Stored data

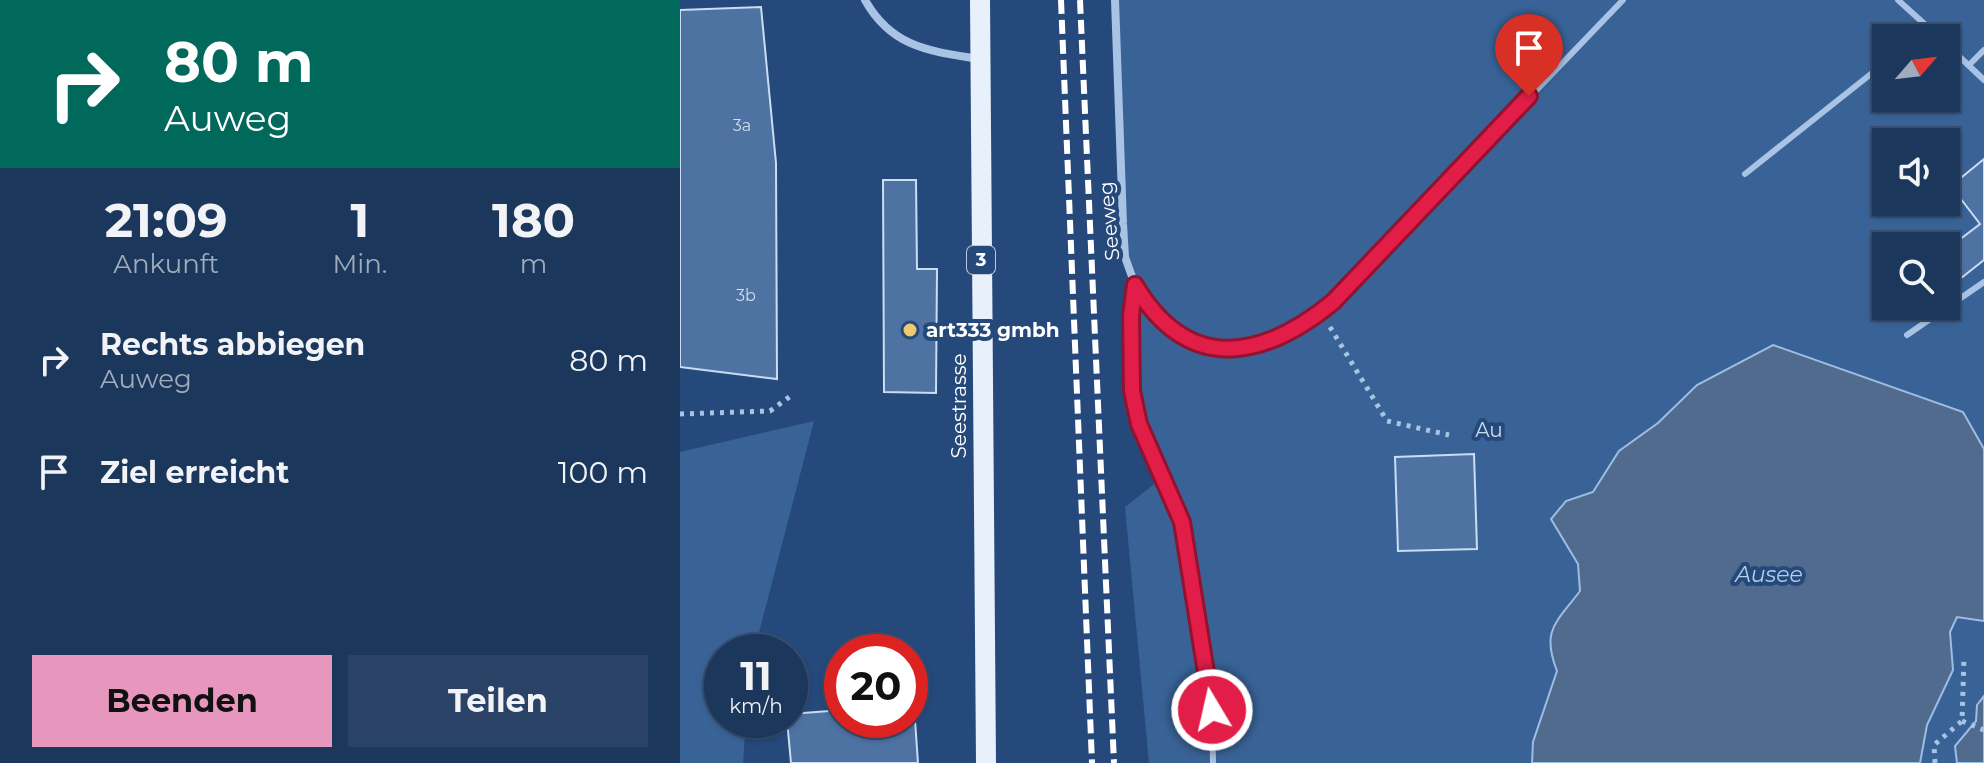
<!DOCTYPE html>
<html lang="de">
<head>
<meta charset="utf-8">
<style>
  :root { --surface:#1c375c; --page:#294265; --text:#f1f3f6; --muted:#a0acbb; --line:#3a5172; --accent:#e797bd }
  body { margin:0; font-family:Montserrat,sans-serif; background:var(--page); color:var(--text); height:100vh; display:flex; flex-direction:column; font-size:30px; white-space:nowrap }
  * { box-sizing:border-box; margin:0 }
  p { font-size:26px; color:var(--muted) }
  .icon { flex:none; width:44px; height:44px; fill:none; stroke:currentColor; stroke-width:2; stroke-linecap:round; stroke-linejoin:round }
  .map { position:relative; flex:1; overflow:hidden }
  .details { display:flex; flex-direction:column; background:var(--surface); width:680px }
  .details>* { flex:none }
  .hud { background:#00695c; color:#fff; overflow:hidden }
  .needle { width:52px; rotate:62deg }
  .buttons { position:absolute; left:1192px; top:24px; display:grid; gap:16px }
  .buttons a { display:grid; place-items:center; width:88px; height:88px; border-radius:0px; background:var(--surface); box-shadow:0 2px 6px #0004,0 0 0 2px var(--line); font-size:40px }
  .speed { position:absolute; left:24px; top:634px; display:flex; gap:16px; font-size:40px; font-weight:700; text-align:center }
  .speed>* { display:grid; place-content:center; width:104px; height:104px; border-radius:50%; background:var(--surface); box-shadow:0 2px 6px #0004,0 0 0 2px var(--line); line-height:1 }
  .speed small { font-size:20px; font-weight:400 }
  .speed .limit { border:12px solid #d22; background:#fff; color:#111 }
  .pin { position:absolute; display:grid; place-items:center; width:68px; height:68px; color:#fff; margin:-82px -34px; border-radius:50% 50% 50% 0; rotate:-45deg; box-shadow:0 0 8px #0007 }
  .pin .icon { rotate:45deg }
  .me { position:absolute; width:88px; margin:-44px; rotate:351deg; stroke-linejoin:round; filter:drop-shadow(0 0 6px #0008) }
  .turn { display:flex; align-items:center; gap:28px; height:168px; padding:0 32px; font-size:36px }
  .turn .icon { width:104px; height:104px; stroke-width:2.5 }
  .turn b { display:block; font-size:56px; line-height:68px }
  .eta { display:flex; justify-content:space-evenly; align-items:center; height:136px; text-align:center }
  .eta b { font-size:48px; font-weight:700; line-height:56px }
  .primary-button { display:flex; gap:16px; margin-top:auto; padding:16px 32px }
  .primary-button a { flex:1; height:92px; border-radius:0px; background:var(--accent); color:#111; font-size:32px; font-weight:700; line-height:92px; text-align:center }
  .primary-button a+a { background:var(--page); color:var(--text) }
  ul { padding:0; list-style:none }
  li { display:flex; align-items:center; gap:24px; height:112px; padding:0 32px }
  li div { flex:1 }
  li b { display:block; font-size:30px }
  li em { font-style:normal }
  main { display:flex; flex:1; min-height:0 }
  .map>svg:first-child { display:block }
  .green { fill:#396397; fill-rule:evenodd }
  .water { fill:#516b8e; stroke:#9dbde4; stroke-width:2 }
  .building { fill:#4e73a3; stroke:#cbddf3; stroke-width:2 }
  .lines { fill:none; stroke-linecap:round; stroke-linejoin:round }
  .path { stroke:#a8c3e4; stroke-width:5; stroke-dasharray:4 6; stroke-linecap:butt }
  .lane { stroke:#a8c3e4; stroke-width:6 }
  .street { stroke:#a8c3e4; stroke-width:8 }
  .primary { stroke:#e8f0fc; stroke-width:20 }
  .rail { stroke:#fff; stroke-width:6; stroke-dasharray:14 6; stroke-linecap:butt }
  .route-casing { stroke:#92132f; stroke-width:20 }
  .route { stroke:#e11d48; stroke-width:14 }
  .poi-dot { fill:#edca6d; stroke:#25497a; stroke-width:3 }
  .labels { text-anchor:middle; stroke-width:8; stroke-linejoin:round; paint-order:stroke }
  .number-label { font-size:16px; fill:#d3dce8 }
  .shield { fill:#25497a; stroke:#bec8d7; stroke-width:2 }
  .shield-label { font-size:18px; font-weight:bold; fill:#fff }
  .street-label { font-size:20px; fill:#fff; stroke:#25497a }
  .poi-label { font-size:20px; font-weight:bold; fill:#fff; stroke:#25497a; text-anchor:start }
  .park-label { font-size:20px; fill:#cbddf3; stroke:#25497a }
  .water-label { font-size:22px; font-style:italic; fill:#b3cdec; stroke:#25497a }
</style>
</head>
<body>
<main>
<section class="details">
<div class="hud">
<div class="turn"><svg class="icon" aria-label="right" viewBox="0 0 24 24"><path d="M7 20v-9h11M14 6l5 5-5 5"/></svg><div><b>80 m</b>Auweg</div></div>
</div>
<div class="eta">
<div><b>21:09</b><p>Ankunft</p></div>
<div><b>1</b><p>Min.</p></div>
<div><b>180</b><p>m</p></div>
</div>
<ul>
<li><svg class="icon" aria-label="right" viewBox="0 0 24 24"><path d="M7 20v-9h11M14 6l5 5-5 5"/></svg><div><b>Rechts abbiegen</b><p>Auweg</p></div><em>80 m</em></li>
<li><svg class="icon" aria-label="arrive" viewBox="0 0 24 24"><path d="M6 21V4h12l-3 4 3 4H6"/></svg><div><b>Ziel erreicht</b></div><em>100 m</em></li>
</ul>
<div class="primary-button"><a>Beenden</a><a>Teilen</a></div>
</section>
<div class="map">
<svg width="1304" height="763" viewBox="0 0 1304 763">
  <rect width="100%" height="100%" fill="#25497a"/>
  <g class="green">
    <path d="M435,0h869v763h-835l-24,-256 33,-26 -26,-90 3,-105 -10,-29zM1206,38h60v60h-60zM1206,142h60v60h-60zM1206,246h60v60h-60z"/>
    <path d="M134,421l-60,231h-32v68h24l-3,43h-63v-311z"/>
  </g>
  <g class="water">
    <path d="M1093,345l190,67 21,37v172l-27,-4 -7,15 3,38 -26,55 -7,38h-388l1,-21 24,-71c-16,-41 -1,-48 23,-80l-2,-27 -27,-45 15,-18 27,-9 26,-41 39,-28 39,-38z"/>
    <path d="M1304,696v67h-27l-2,-17 21,-25 1,-16z"/>
  </g>
  <g class="building">
    <path d="M81,7l15,156 1,216 -97,-12v-357z"/>
    <path d="M1304,159v101l-38,30v-40l34,-26 -29,-38z"/>
    <path d="M203,180h33l1,89h20l-1,124 -52,-1z"/>
    <path d="M794,454l3,95 -79,2 -3,-94z"/>
    <path d="M162,710v10h73l3,43h-127l-4,-43 3,-6z"/>
  </g>
  <g class="lines">
    <g class="path">
      <path d="M650,327l57,94 62,14"/>
      <path d="M0,414l90,-3 22,-16"/>
      <path d="M1282,721l22,9"/>
      <path d="M1255,763l-1,-18 28,-24 2,-63"/>
    </g>
    <g class="lane">
      <path d="M1218,0l42,38"/>
      <path d="M1237,38l12,-10"/>
      <path d="M1266,44l38,36"/>
      <path d="M1289,65l15,-15"/>
      <path d="M1065,174l141,-112"/>
      <path d="M455,285c52,89 128,75 198,17l290,-302"/>
      <path d="M455,285l-4,31 1,75 7,33 43,98 30,188 1,53"/>
      <path d="M1227,335l77,-53"/>
    </g>
    <g class="street">
      <path d="M185,0c27,48 65,51 114,59"/>
      <path d="M435,0l8,224 2,33 10,28"/>
    </g>
    <path class="primary" d="M300,0l6,763"/>
    <g class="rail">
      <path d="M381,0l31,763"/>
      <path d="M400,0l34,763"/>
    </g>
  </g>
  <g class="lines">
    <g class="route-casing">
      <path id="route" d="M532,710l-30,-188 -43,-98 -7,-33 -1,-75 4,-31c53,89 127,75 198,17l196,-206"/>
    </g>
    <use href="#route" class="route"/>
  </g>
  <circle class="poi-dot" cx="230" cy="330" r="8"/>
  <g class="labels">
    <g class="number-label">
      <text x="62" y="131">3a</text>
      <text x="66" y="301">3b</text>
    </g>
    <rect class="shield" x="287" y="246" width="28" height="28" rx="6"/>
    <g class="shield-label">
      <text x="301" y="266">3</text>
    </g>
    <g class="street-label">
      <text transform="translate(429 221) rotate(-95)" y="7">Seeweg</text>
      <text transform="translate(279 406) rotate(-90)" y="7">Seestrasse</text>
    </g>
    <g class="poi-label">
      <text x="246" y="337">art333 gmbh</text>
    </g>
    <g class="park-label">
      <text x="809" y="437">Au</text>
    </g>
    <g class="water-label">
      <text x="1089" y="582">Ausee</text>
    </g>
  </g>
</svg>
<div class="buttons">
<a><svg class="needle" viewBox="-14 -14 28 28"><path d="M0-13l5 13h-10z" fill="#e53935"/><path d="M0 13l5-13h-10z" fill="#a0acbb"/></svg></a>
<a><svg class="icon" aria-label="sound" viewBox="0 0 24 24"><path d="M4 9h4l5-4v14l-5-4H4zM17 9q2 3 0 6"/></svg></a>
<a><svg class="icon" aria-label="search" viewBox="0 0 24 24"><circle cx="10" cy="10" r="6"/><path d="M15 15l6 6"/></svg></a>
</div>
<div class="speed"><div>11<small>km/h</small></div><div class="limit">20</div></div>
<div class="pin" style="left:849px;top:96px;background:#d93025"><svg class="icon" aria-label="arrive" viewBox="0 0 24 24"><path d="M6 21V4h12l-3 4 3 4H6"/></svg></div>
<svg class="me" style="left:532px;top:710px" viewBox="-20 -20 40 40"><circle r="17" fill="#e11d48" stroke="#fff" stroke-width="3"/><path d="M0-11L8 9 0 5-8 9z" fill="#fff"/></svg>
</div>
</main>
</body>
</html>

--- What is being asked ---
Search the data above for the word "park" and show every line that has it.

--- Response to this task ---
  .park-label { font-size:20px; fill:#cbddf3; stroke:#25497a }
    <g class="park-label">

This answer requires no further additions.